-- THE DATA follows --
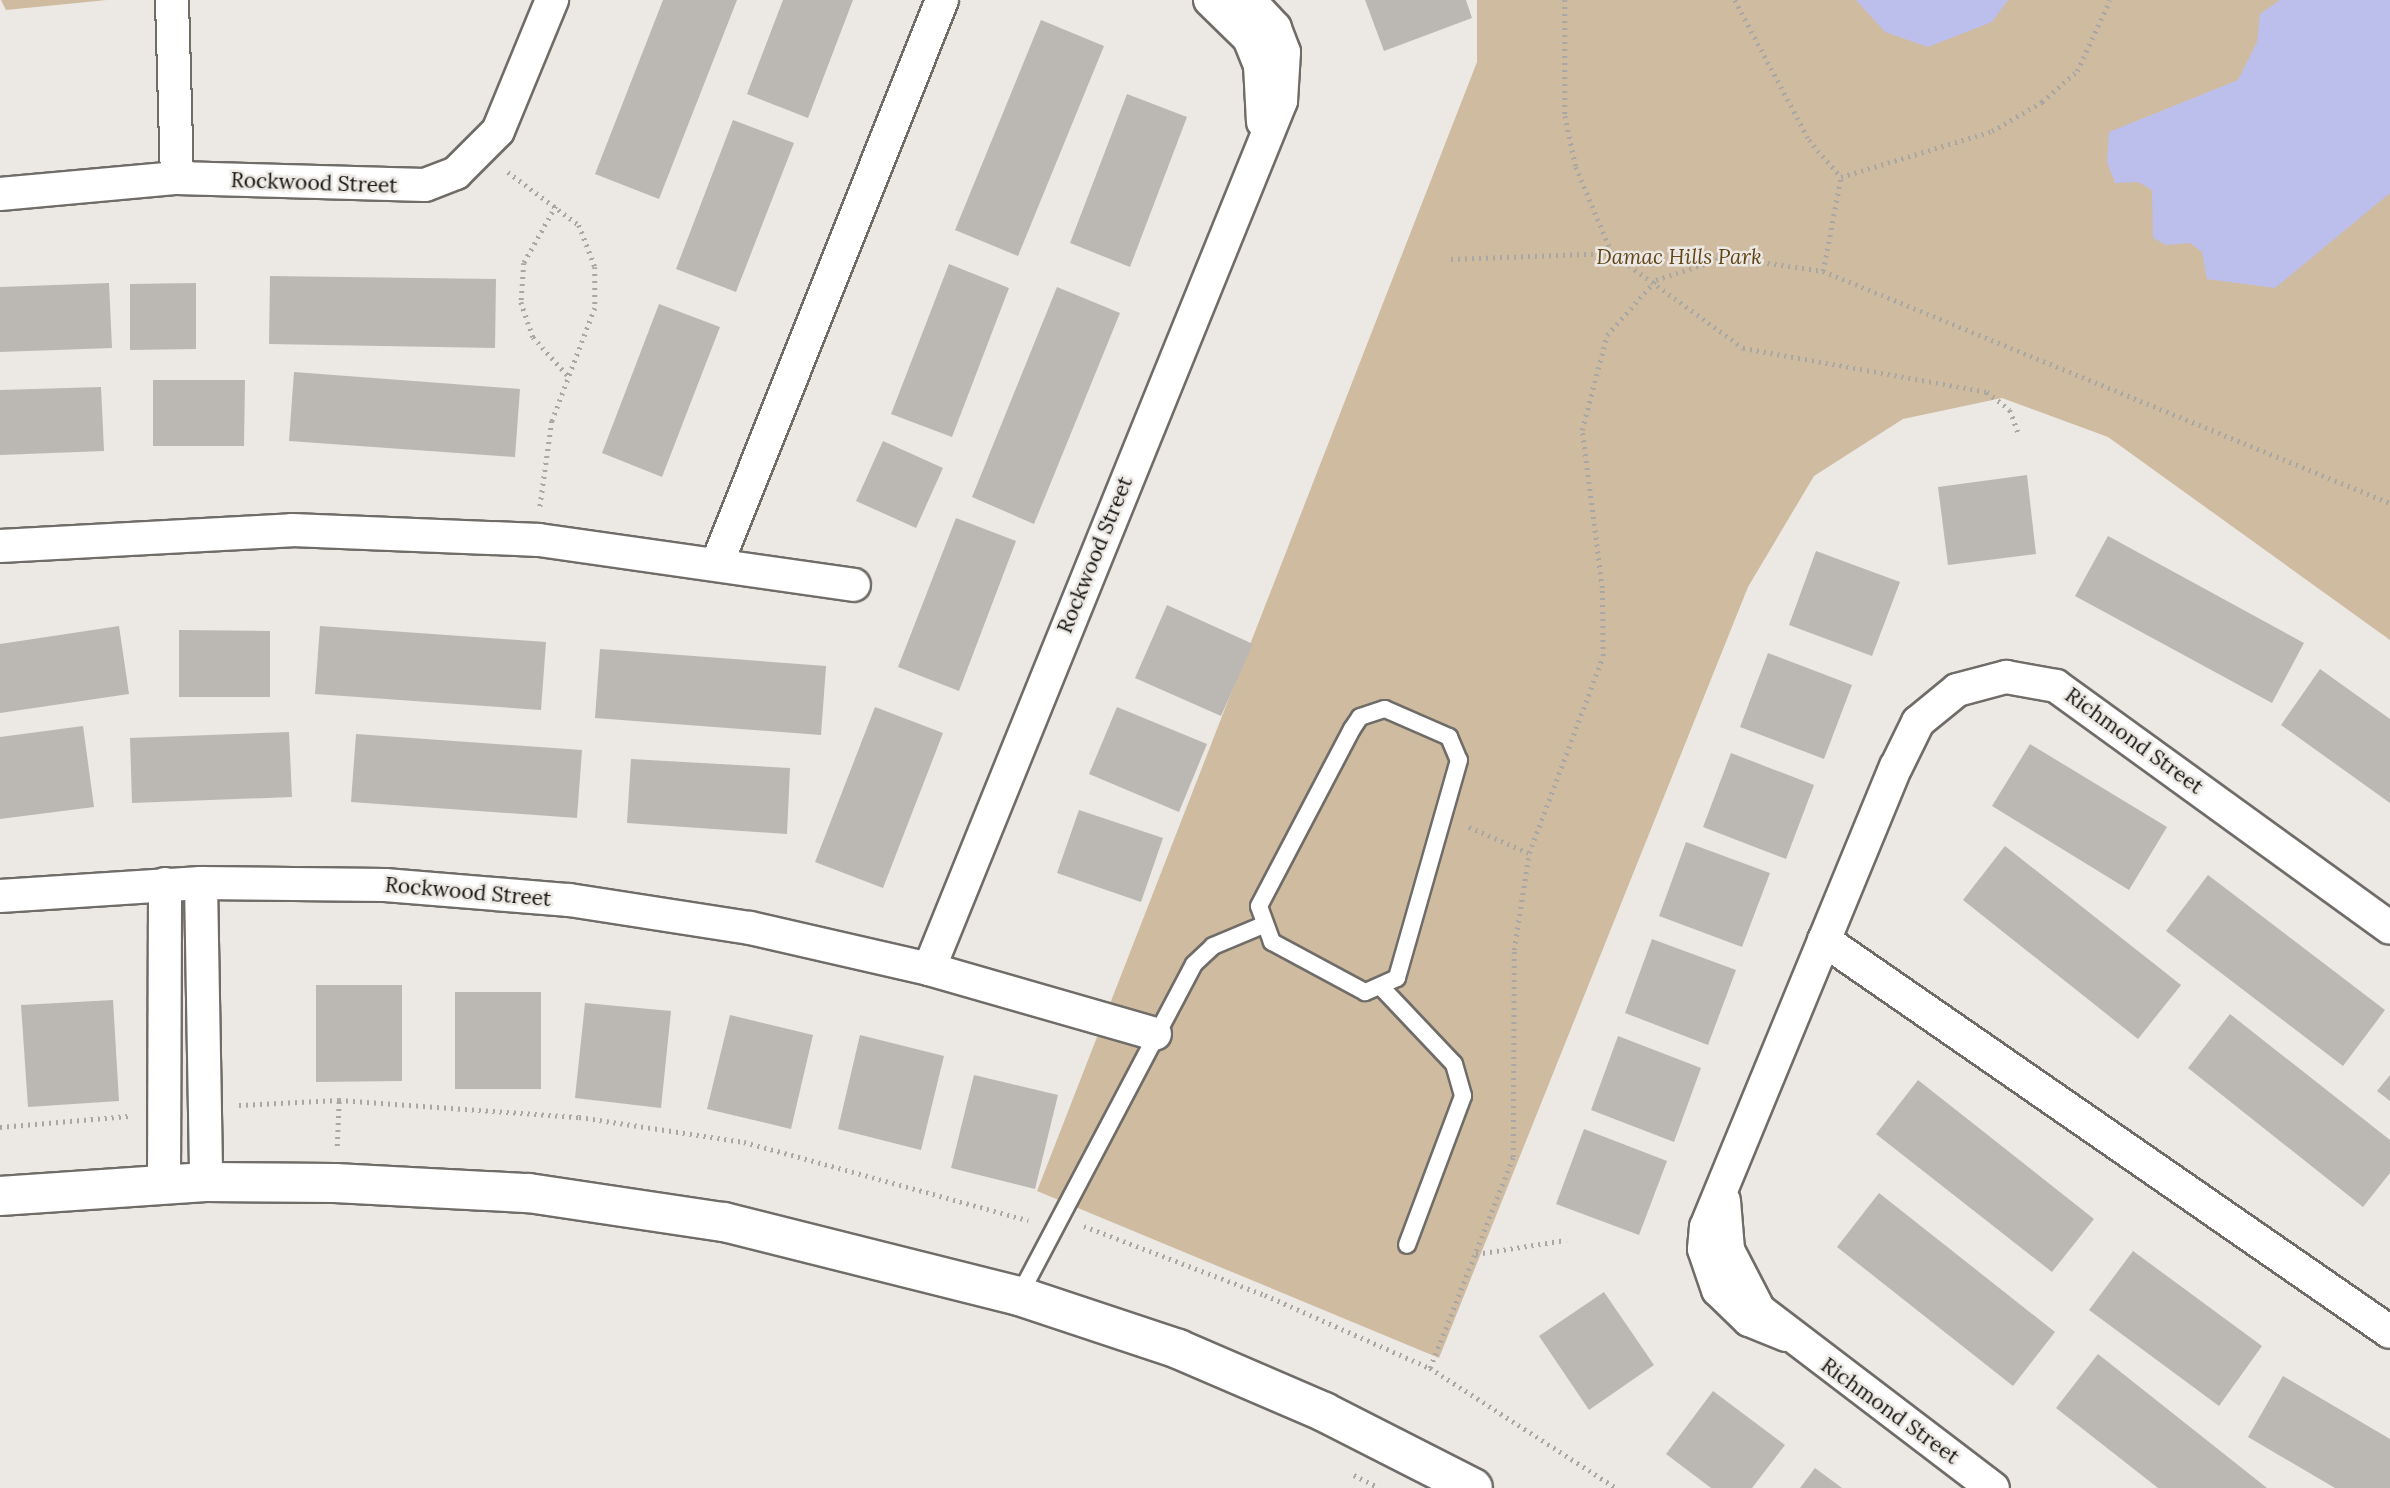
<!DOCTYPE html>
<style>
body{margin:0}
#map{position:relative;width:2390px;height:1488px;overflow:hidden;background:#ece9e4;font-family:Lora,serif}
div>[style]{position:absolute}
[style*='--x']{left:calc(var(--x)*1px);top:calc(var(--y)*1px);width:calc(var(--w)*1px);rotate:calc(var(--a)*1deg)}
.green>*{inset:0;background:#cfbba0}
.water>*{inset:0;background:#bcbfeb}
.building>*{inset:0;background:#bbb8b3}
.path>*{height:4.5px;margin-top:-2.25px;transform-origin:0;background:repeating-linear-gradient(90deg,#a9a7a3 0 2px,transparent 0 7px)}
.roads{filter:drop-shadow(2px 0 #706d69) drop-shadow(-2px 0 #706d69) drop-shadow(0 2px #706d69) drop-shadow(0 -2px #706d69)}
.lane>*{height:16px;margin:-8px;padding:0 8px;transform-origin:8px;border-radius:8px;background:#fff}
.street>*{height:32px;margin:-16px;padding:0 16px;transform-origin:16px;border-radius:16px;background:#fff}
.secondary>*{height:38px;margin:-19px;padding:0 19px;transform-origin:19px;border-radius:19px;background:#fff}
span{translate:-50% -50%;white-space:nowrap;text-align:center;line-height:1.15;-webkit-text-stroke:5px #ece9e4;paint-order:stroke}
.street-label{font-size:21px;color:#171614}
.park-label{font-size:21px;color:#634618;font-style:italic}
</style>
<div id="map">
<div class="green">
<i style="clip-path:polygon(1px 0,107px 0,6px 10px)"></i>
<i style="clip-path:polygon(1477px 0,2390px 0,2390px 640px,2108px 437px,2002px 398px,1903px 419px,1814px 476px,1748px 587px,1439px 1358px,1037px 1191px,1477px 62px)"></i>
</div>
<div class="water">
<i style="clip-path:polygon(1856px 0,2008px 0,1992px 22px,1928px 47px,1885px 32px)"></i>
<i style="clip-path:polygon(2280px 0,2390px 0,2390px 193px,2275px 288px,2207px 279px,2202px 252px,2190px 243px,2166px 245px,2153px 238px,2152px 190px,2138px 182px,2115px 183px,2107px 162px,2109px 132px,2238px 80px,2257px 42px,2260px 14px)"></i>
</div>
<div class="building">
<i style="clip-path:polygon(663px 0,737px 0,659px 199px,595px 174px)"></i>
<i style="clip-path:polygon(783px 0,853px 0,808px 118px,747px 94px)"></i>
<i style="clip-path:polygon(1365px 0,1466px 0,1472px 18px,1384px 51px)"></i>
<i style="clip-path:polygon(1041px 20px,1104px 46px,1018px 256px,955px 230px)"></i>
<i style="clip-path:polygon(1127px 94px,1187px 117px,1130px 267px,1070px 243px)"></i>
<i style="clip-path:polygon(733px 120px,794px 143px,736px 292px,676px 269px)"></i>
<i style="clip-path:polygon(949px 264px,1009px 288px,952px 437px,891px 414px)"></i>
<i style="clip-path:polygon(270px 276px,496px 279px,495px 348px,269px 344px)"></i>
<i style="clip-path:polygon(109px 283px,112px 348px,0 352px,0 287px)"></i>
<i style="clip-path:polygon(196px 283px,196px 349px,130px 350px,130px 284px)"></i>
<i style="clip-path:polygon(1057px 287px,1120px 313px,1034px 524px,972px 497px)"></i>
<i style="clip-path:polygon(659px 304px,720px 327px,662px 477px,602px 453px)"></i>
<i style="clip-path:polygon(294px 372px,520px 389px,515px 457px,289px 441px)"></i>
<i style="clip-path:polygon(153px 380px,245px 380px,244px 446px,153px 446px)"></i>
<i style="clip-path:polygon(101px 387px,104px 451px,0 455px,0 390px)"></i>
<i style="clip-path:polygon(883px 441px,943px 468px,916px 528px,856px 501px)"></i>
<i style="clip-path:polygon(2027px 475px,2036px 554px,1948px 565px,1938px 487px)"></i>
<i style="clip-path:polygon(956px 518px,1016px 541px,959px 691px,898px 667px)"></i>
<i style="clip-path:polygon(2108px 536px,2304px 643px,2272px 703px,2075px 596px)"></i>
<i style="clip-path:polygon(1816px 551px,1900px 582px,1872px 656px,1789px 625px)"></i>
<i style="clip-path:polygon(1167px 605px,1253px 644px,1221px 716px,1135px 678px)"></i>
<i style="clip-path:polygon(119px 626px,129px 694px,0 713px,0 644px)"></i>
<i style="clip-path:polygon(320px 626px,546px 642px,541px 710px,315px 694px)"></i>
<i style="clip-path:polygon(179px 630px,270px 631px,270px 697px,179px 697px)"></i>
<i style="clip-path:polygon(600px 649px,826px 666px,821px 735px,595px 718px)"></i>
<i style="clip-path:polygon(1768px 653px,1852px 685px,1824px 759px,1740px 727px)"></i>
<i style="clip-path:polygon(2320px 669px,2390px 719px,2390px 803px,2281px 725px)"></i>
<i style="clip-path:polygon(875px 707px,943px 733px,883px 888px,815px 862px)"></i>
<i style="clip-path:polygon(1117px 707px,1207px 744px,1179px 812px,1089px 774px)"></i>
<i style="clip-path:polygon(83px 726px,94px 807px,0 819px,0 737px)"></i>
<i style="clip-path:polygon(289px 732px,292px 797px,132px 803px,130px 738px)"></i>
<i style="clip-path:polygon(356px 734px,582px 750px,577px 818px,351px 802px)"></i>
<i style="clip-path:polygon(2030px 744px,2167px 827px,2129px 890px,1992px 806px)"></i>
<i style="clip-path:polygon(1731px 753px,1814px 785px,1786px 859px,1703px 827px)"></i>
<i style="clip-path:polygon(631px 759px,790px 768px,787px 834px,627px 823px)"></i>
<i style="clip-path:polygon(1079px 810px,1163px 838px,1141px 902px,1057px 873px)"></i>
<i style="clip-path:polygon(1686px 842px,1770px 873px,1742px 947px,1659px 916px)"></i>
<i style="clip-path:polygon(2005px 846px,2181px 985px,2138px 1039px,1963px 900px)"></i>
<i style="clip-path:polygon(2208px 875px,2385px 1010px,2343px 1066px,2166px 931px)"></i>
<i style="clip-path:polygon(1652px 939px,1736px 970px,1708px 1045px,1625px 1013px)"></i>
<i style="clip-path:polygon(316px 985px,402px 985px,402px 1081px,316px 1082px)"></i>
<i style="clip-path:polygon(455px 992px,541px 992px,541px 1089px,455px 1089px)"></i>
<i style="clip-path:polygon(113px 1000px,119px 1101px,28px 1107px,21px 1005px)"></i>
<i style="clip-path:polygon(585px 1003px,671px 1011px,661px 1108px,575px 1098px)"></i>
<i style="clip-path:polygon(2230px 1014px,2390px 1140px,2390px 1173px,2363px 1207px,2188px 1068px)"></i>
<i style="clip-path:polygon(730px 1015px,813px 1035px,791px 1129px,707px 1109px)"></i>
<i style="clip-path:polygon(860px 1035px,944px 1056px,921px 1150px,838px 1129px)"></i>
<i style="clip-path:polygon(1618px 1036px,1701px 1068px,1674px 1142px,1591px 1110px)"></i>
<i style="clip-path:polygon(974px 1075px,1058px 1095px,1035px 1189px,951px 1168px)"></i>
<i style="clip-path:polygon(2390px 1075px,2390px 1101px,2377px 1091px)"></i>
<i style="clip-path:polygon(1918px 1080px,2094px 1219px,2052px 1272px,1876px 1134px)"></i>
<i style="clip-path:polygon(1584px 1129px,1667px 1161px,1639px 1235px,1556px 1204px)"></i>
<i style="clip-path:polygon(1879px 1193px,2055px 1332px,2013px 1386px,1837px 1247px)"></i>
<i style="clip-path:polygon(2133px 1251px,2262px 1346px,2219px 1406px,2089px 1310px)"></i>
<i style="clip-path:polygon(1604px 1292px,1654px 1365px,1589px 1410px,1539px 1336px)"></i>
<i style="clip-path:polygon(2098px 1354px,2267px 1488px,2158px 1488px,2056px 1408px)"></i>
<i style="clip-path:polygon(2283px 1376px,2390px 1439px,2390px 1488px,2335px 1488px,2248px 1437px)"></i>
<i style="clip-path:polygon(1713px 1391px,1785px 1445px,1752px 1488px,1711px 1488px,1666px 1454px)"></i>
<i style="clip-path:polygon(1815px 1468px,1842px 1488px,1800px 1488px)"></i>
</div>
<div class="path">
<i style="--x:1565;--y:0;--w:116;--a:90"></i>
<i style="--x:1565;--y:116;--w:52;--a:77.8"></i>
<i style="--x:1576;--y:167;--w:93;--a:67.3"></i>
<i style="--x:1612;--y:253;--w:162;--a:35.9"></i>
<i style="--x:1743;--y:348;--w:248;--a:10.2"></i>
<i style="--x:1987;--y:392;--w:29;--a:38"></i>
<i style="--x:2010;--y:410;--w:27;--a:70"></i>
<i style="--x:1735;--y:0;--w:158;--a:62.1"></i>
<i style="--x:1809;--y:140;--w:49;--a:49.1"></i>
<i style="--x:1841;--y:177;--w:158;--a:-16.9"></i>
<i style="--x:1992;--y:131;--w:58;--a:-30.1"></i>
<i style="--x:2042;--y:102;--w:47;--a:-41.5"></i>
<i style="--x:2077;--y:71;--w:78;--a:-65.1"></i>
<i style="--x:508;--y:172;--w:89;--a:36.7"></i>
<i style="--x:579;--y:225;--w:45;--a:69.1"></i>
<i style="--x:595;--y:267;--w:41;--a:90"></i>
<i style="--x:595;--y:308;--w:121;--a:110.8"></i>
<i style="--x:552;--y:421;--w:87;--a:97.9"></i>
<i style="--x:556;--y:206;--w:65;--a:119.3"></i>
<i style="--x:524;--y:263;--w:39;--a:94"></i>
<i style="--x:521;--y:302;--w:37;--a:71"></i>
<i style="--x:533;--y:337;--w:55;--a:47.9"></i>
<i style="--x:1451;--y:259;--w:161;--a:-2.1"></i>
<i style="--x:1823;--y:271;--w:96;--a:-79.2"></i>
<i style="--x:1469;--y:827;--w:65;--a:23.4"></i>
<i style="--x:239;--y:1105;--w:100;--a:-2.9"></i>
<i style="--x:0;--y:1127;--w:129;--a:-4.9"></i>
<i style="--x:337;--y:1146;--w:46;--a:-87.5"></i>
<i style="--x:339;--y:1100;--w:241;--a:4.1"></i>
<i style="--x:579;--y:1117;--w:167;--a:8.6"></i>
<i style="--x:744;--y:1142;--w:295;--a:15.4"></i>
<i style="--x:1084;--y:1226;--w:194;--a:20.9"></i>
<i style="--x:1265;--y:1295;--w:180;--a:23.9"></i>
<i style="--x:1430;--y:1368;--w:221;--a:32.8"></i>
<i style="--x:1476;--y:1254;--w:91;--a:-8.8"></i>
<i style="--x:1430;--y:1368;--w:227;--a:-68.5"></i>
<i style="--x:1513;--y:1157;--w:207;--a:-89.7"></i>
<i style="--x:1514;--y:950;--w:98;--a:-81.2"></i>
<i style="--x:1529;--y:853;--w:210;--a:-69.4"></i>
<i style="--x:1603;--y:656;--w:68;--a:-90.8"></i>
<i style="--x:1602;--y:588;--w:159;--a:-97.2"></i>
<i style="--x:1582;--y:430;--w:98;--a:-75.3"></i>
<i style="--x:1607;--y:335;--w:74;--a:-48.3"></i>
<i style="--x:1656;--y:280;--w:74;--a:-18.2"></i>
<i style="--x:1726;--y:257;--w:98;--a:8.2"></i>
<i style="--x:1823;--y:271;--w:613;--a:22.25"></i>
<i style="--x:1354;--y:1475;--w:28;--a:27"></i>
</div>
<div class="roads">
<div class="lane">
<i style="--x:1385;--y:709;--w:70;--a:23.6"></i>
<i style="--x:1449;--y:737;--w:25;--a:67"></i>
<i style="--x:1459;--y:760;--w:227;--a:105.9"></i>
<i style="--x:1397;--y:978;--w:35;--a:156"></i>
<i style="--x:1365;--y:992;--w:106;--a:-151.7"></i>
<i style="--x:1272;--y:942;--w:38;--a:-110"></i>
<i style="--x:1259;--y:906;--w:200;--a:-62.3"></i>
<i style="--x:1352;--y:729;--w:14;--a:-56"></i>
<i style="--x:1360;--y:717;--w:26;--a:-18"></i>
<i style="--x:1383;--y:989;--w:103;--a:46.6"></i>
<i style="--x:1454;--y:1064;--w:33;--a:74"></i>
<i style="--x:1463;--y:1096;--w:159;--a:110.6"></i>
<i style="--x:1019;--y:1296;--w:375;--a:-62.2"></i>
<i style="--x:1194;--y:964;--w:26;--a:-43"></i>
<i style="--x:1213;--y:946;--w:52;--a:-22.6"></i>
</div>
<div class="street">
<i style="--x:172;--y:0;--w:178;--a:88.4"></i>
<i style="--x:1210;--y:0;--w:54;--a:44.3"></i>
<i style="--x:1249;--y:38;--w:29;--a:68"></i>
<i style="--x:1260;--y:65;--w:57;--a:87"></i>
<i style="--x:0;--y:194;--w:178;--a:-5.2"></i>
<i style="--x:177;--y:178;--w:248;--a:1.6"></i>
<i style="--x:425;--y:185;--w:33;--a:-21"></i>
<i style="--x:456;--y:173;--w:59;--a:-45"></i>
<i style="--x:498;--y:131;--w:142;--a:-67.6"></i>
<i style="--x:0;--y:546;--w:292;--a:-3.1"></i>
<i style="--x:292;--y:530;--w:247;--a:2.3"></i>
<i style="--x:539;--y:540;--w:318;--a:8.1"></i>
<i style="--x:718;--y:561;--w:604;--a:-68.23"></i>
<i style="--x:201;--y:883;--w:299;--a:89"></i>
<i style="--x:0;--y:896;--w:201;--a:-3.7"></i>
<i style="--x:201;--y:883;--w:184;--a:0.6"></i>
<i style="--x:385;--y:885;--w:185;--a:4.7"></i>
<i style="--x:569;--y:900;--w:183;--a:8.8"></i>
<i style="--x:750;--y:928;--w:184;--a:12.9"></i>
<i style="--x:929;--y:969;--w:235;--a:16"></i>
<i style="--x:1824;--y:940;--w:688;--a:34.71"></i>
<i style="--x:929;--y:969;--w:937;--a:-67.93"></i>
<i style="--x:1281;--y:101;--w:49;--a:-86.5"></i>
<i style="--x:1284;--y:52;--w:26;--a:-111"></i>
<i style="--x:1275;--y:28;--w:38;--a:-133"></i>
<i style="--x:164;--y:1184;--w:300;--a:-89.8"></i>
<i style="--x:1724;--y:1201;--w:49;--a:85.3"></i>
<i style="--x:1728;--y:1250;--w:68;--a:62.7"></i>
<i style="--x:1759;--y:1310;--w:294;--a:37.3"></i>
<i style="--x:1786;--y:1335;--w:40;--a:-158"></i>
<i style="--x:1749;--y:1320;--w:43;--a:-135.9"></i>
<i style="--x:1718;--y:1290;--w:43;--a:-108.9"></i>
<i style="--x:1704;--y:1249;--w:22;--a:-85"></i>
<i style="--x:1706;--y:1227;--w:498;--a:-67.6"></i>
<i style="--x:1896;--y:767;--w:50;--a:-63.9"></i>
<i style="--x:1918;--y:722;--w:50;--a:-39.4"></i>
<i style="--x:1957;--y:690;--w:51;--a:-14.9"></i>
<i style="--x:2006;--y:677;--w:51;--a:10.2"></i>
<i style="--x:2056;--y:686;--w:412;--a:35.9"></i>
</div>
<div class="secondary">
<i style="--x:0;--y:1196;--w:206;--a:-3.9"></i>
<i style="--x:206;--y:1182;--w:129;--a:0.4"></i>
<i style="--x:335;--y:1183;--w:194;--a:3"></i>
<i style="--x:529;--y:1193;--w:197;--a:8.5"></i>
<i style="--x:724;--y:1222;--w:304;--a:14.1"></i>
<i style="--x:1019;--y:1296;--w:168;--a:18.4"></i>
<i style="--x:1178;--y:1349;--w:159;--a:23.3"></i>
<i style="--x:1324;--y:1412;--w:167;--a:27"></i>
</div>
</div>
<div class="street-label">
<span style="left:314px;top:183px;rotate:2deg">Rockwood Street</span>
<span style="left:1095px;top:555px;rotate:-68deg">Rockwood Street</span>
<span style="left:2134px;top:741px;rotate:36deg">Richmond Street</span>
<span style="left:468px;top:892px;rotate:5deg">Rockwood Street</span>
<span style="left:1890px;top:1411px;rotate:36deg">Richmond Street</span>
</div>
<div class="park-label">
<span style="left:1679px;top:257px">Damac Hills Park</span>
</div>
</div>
-- THE DATA concluded --
WHAT TO WORK ON: Filter the records above down to the lines containing "width".

SOLUTION FOR THIS EXERCISE:
#map{position:relative;width:2390px;height:1488px;overflow:hidden;background:#ece9e4;font-family:Lora,serif}
[style*='--x']{left:calc(var(--x)*1px);top:calc(var(--y)*1px);width:calc(var(--w)*1px);rotate:calc(var(--a)*1deg)}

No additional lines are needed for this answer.